Extracted information Start Marker

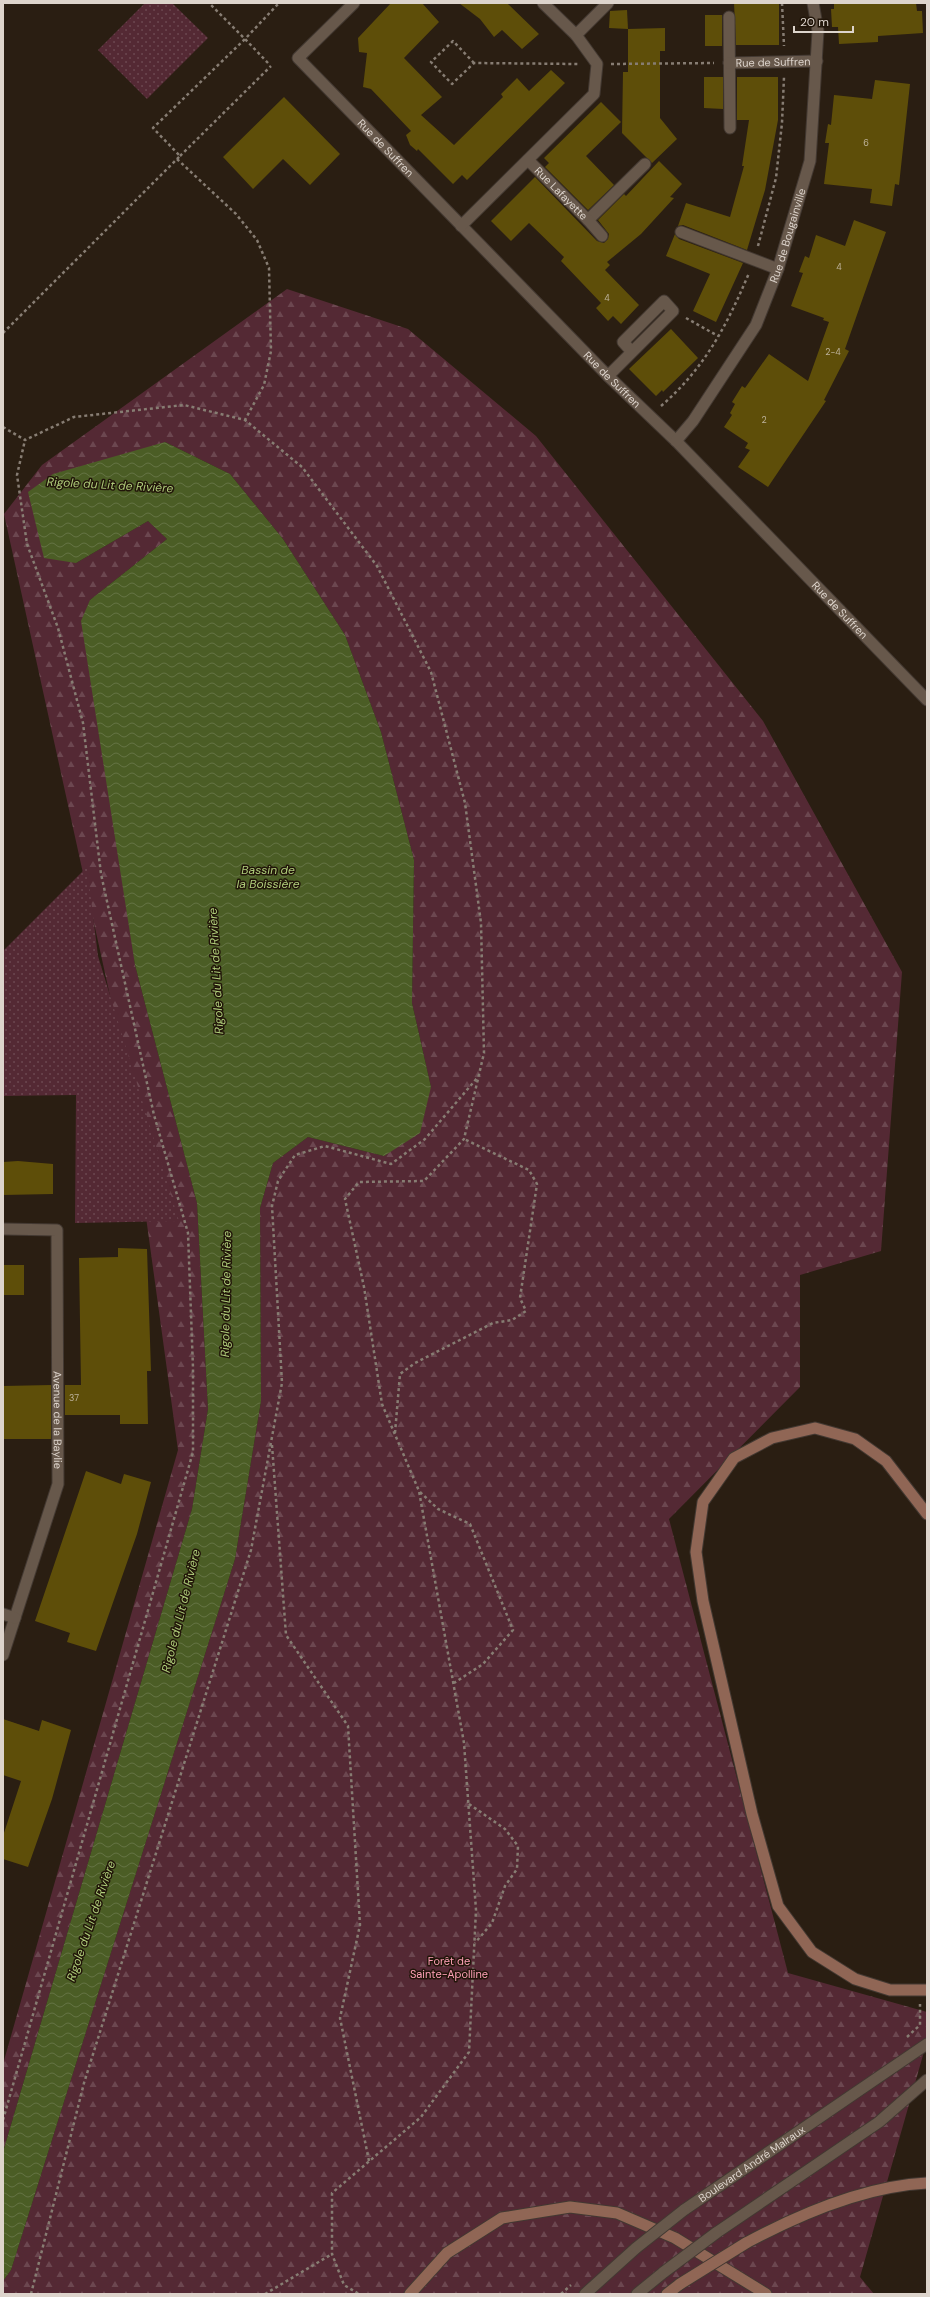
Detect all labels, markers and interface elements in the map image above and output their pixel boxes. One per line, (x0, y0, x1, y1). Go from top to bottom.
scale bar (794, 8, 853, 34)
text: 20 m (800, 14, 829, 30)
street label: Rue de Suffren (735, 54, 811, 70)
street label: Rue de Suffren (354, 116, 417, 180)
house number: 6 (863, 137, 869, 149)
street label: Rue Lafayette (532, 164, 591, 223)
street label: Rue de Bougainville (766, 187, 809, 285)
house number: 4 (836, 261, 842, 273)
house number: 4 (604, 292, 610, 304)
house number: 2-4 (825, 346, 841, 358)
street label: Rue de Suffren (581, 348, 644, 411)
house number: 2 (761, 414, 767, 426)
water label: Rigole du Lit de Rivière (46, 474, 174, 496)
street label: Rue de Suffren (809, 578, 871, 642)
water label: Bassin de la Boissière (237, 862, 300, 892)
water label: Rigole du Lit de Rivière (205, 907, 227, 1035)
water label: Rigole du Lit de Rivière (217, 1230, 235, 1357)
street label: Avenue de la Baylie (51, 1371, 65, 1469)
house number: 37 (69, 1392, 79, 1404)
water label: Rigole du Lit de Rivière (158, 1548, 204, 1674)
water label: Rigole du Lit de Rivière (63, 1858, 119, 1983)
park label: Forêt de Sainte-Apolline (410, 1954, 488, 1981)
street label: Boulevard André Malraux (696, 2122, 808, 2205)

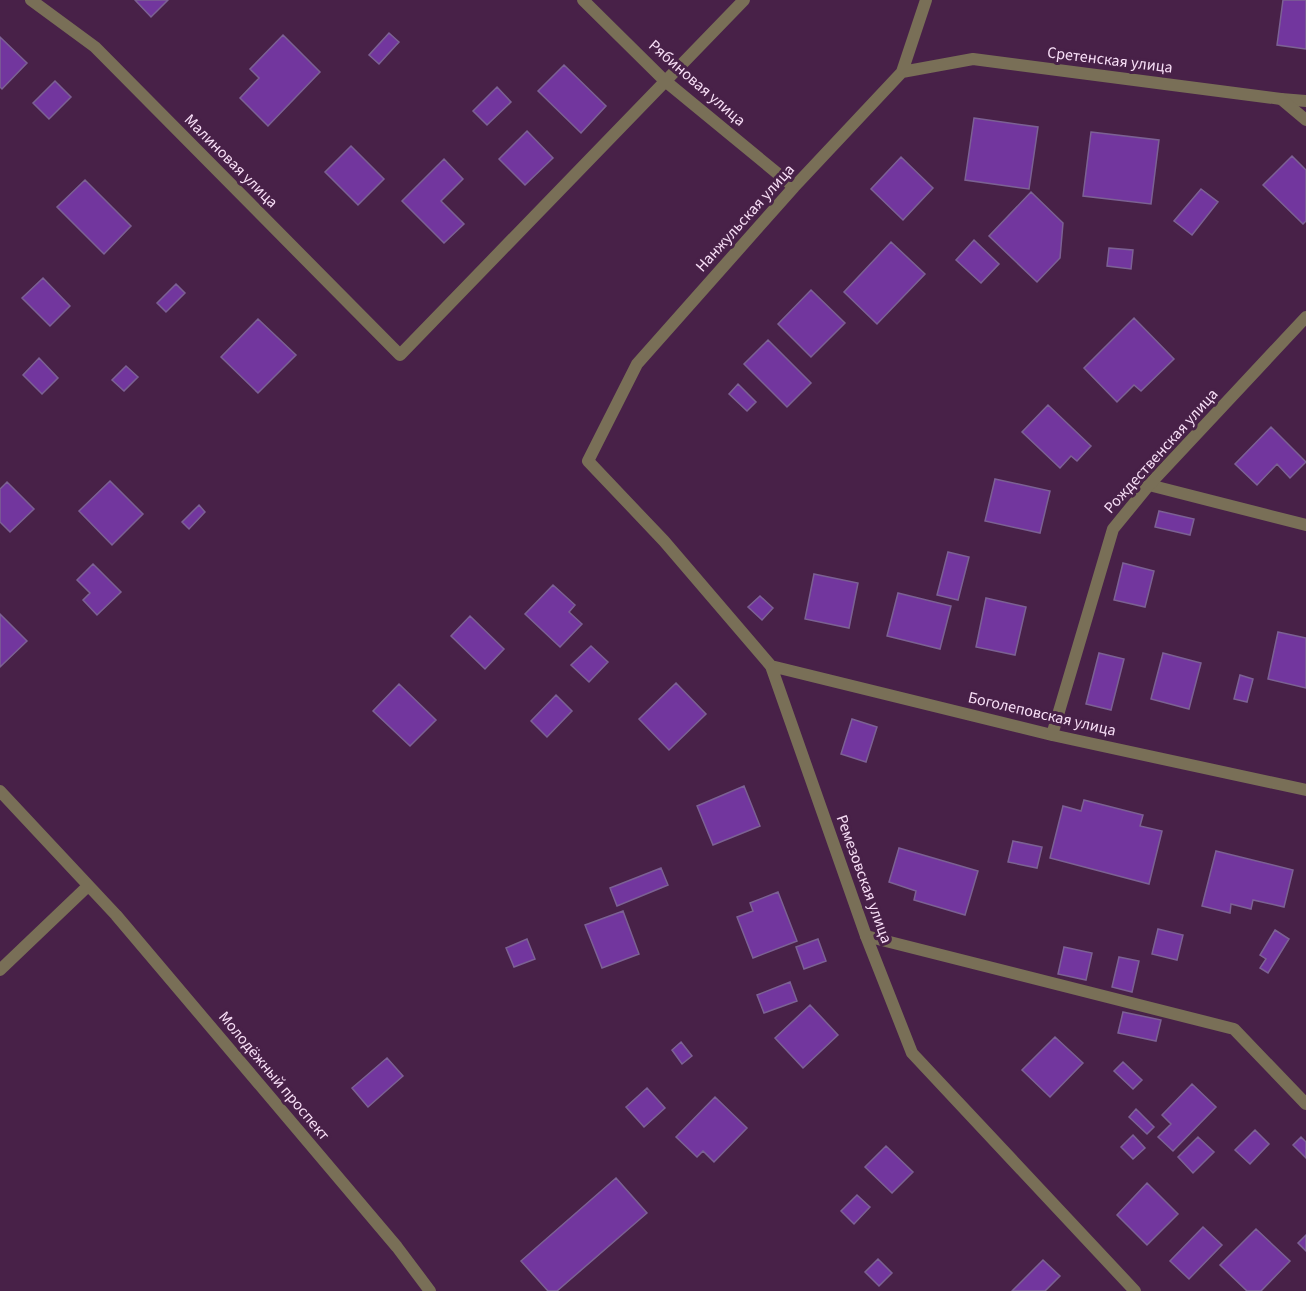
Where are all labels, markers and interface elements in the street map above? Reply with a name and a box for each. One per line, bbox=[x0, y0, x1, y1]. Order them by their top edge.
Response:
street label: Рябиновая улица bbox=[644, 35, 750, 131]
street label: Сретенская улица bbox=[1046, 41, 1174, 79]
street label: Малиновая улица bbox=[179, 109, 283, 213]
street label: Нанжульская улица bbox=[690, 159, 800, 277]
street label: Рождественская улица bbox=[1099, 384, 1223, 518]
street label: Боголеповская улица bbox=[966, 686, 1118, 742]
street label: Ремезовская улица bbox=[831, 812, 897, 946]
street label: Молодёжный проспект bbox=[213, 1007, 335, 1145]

Extracted information End Marker
Extracted information Start Marker

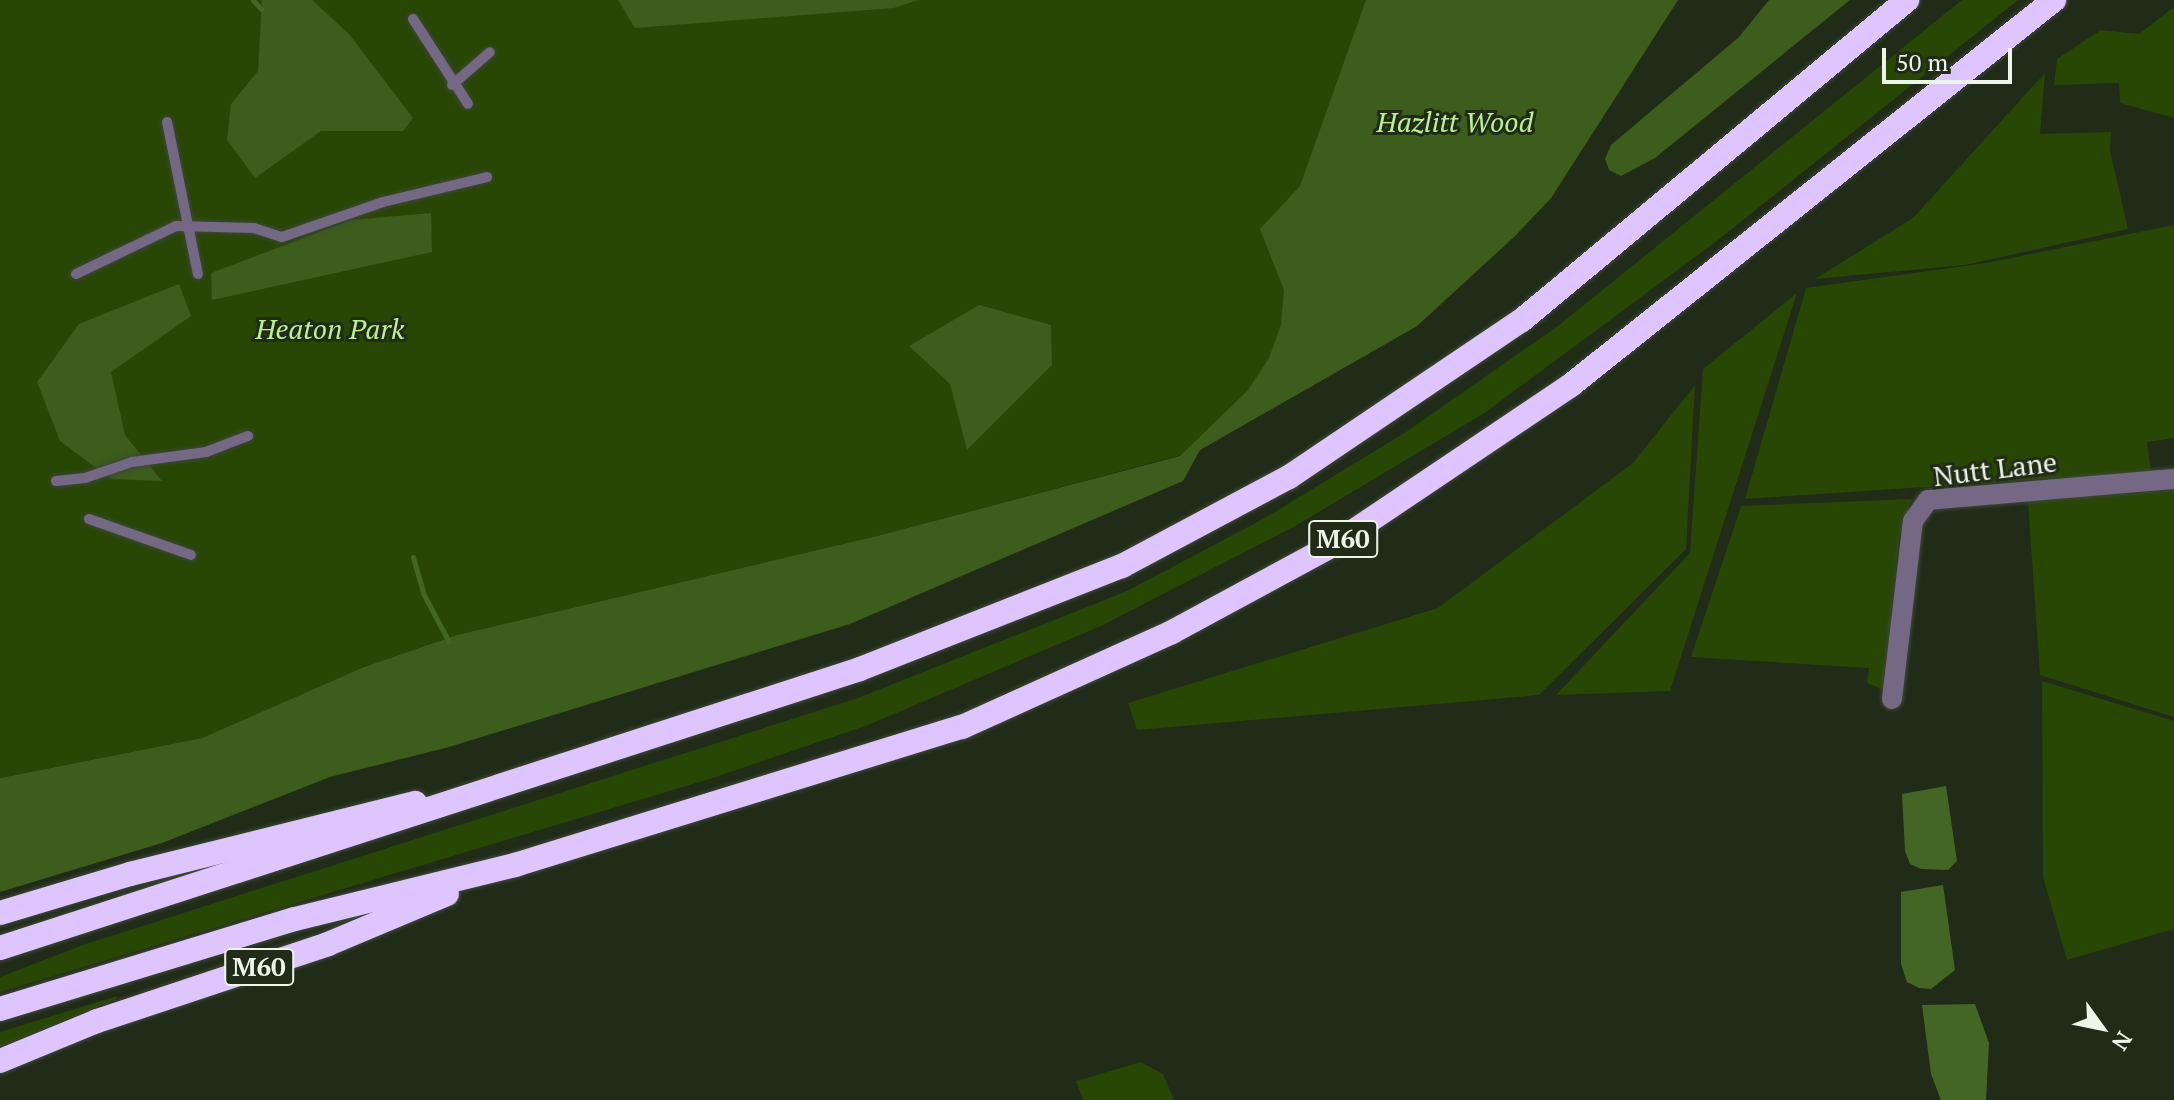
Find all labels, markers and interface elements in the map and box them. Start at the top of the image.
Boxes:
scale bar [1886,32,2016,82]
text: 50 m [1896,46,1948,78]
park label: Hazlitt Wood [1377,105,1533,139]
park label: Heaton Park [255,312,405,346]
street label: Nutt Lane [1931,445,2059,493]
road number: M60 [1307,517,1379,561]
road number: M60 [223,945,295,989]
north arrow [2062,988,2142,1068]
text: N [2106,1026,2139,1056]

Extracted information End Marker
Extracted information Start Marker

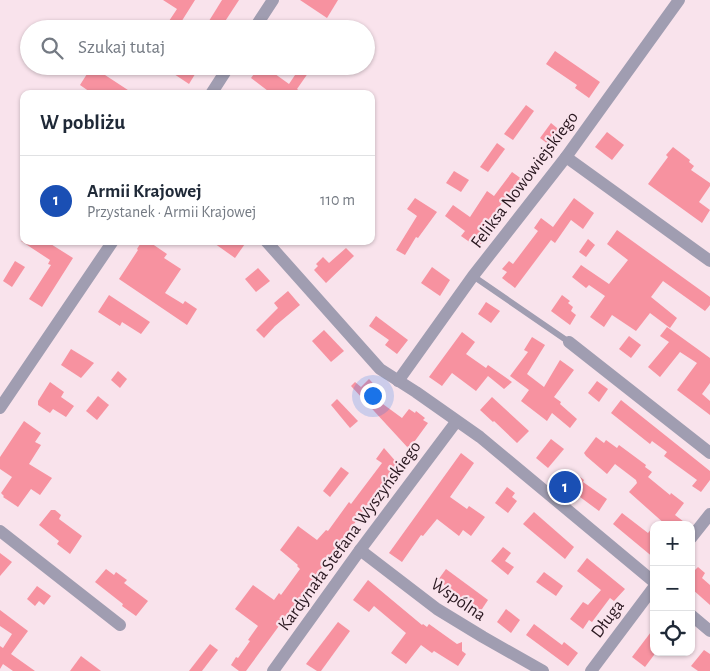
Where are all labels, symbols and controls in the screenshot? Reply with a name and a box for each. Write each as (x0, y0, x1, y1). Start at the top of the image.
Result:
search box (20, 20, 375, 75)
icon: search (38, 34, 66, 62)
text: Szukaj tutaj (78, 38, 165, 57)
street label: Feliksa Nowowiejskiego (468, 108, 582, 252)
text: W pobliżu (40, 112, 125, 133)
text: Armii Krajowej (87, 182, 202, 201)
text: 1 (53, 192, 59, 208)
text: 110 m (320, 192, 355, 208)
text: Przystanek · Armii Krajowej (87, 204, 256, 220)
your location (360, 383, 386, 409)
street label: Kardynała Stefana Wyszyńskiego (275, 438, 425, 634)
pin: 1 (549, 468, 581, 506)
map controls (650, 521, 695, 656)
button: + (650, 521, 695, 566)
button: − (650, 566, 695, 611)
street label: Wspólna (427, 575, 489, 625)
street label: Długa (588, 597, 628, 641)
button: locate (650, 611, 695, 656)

Extracted information End Marker

Problem statement: For this task, return exactly the stretch of the listing above from the line with "Detect all labels, markers" through the line with "Where are all labels, markers", inclusive and without pictures.

Answer to the problem:
Detect all labels, markers and interface elements in the map image above and output their pixel boxes. One per line, (x0, y0, x1, y1). Go from top to bottom.
scale bar (794, 8, 853, 34)
text: 20 m (800, 14, 829, 30)
street label: Rue de Suffren (735, 54, 811, 70)
street label: Rue de Suffren (354, 116, 417, 180)
house number: 6 (863, 137, 869, 149)
street label: Rue Lafayette (532, 164, 591, 223)
street label: Rue de Bougainville (766, 187, 809, 285)
house number: 4 (836, 261, 842, 273)
house number: 4 (604, 292, 610, 304)
house number: 2-4 (825, 346, 841, 358)
street label: Rue de Suffren (581, 348, 644, 411)
house number: 2 (761, 414, 767, 426)
water label: Rigole du Lit de Rivière (46, 474, 174, 496)
street label: Rue de Suffren (809, 578, 871, 642)
water label: Bassin de la Boissière (237, 862, 300, 892)
water label: Rigole du Lit de Rivière (205, 907, 227, 1035)
water label: Rigole du Lit de Rivière (217, 1230, 235, 1357)
street label: Avenue de la Baylie (51, 1371, 65, 1469)
house number: 37 (69, 1392, 79, 1404)
water label: Rigole du Lit de Rivière (158, 1548, 204, 1674)
water label: Rigole du Lit de Rivière (63, 1858, 119, 1983)
park label: Forêt de Sainte-Apolline (410, 1954, 488, 1981)
street label: Boulevard André Malraux (696, 2122, 808, 2205)

Where are all labels, markers and interface elements in the street map above? Reply with a name and a box for each. One per line, bbox=[x0, y0, x1, y1]. Order them by their top edge.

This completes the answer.